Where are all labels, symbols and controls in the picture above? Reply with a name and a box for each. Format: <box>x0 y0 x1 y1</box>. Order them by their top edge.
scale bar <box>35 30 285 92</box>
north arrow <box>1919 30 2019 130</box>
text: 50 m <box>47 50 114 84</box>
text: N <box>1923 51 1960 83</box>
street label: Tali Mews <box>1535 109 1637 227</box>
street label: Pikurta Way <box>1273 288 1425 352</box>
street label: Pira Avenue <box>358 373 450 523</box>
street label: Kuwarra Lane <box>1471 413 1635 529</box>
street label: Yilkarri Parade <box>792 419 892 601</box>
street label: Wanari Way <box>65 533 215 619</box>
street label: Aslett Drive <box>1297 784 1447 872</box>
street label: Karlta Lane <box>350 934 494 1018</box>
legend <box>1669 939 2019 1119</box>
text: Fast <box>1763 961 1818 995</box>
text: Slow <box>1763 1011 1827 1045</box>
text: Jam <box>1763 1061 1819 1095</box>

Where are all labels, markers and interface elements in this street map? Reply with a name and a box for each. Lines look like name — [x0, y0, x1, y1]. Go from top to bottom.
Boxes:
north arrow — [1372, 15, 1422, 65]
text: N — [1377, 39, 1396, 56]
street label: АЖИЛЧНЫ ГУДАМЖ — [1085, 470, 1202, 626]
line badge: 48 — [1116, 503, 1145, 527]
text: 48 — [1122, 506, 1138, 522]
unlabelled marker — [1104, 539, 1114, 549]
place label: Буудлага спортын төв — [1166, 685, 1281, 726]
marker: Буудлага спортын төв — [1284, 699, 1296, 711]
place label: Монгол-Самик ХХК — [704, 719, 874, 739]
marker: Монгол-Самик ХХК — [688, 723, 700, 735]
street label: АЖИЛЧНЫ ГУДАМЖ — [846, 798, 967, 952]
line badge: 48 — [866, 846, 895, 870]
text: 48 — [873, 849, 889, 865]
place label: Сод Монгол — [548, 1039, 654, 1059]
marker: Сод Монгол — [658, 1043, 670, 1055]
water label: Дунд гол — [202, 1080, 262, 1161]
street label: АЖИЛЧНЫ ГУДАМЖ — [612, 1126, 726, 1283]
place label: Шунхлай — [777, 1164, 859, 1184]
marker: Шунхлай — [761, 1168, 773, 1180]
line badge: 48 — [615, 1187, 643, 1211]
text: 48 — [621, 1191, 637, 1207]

⁂

→ Exercise instructions
Print all of the entries exactly as they appear.

→ Result
Where are all labels, symbols and controls in the picture above? Reply with a name and a box for each. Format: <box>x0 y0 x1 y1</box>. Order them by their top edge.
scale bar <box>35 30 285 92</box>
north arrow <box>1919 30 2019 130</box>
text: 50 m <box>47 50 114 84</box>
text: N <box>1923 51 1960 83</box>
street label: Tali Mews <box>1535 109 1637 227</box>
street label: Pikurta Way <box>1273 288 1425 352</box>
street label: Pira Avenue <box>358 373 450 523</box>
street label: Kuwarra Lane <box>1471 413 1635 529</box>
street label: Yilkarri Parade <box>792 419 892 601</box>
street label: Wanari Way <box>65 533 215 619</box>
street label: Aslett Drive <box>1297 784 1447 872</box>
street label: Karlta Lane <box>350 934 494 1018</box>
legend <box>1669 939 2019 1119</box>
text: Fast <box>1763 961 1818 995</box>
text: Slow <box>1763 1011 1827 1045</box>
text: Jam <box>1763 1061 1819 1095</box>

Where are all labels, markers and interface elements in this street map? Reply with a name and a box for each. Lines look like name — [x0, y0, x1, y1]. Go from top to bottom.
Boxes:
north arrow — [1372, 15, 1422, 65]
text: N — [1377, 39, 1396, 56]
street label: АЖИЛЧНЫ ГУДАМЖ — [1085, 470, 1202, 626]
line badge: 48 — [1116, 503, 1145, 527]
text: 48 — [1122, 506, 1138, 522]
unlabelled marker — [1104, 539, 1114, 549]
place label: Буудлага спортын төв — [1166, 685, 1281, 726]
marker: Буудлага спортын төв — [1284, 699, 1296, 711]
place label: Монгол-Самик ХХК — [704, 719, 874, 739]
marker: Монгол-Самик ХХК — [688, 723, 700, 735]
street label: АЖИЛЧНЫ ГУДАМЖ — [846, 798, 967, 952]
line badge: 48 — [866, 846, 895, 870]
text: 48 — [873, 849, 889, 865]
place label: Сод Монгол — [548, 1039, 654, 1059]
marker: Сод Монгол — [658, 1043, 670, 1055]
water label: Дунд гол — [202, 1080, 262, 1161]
street label: АЖИЛЧНЫ ГУДАМЖ — [612, 1126, 726, 1283]
place label: Шунхлай — [777, 1164, 859, 1184]
marker: Шунхлай — [761, 1168, 773, 1180]
line badge: 48 — [615, 1187, 643, 1211]
text: 48 — [621, 1191, 637, 1207]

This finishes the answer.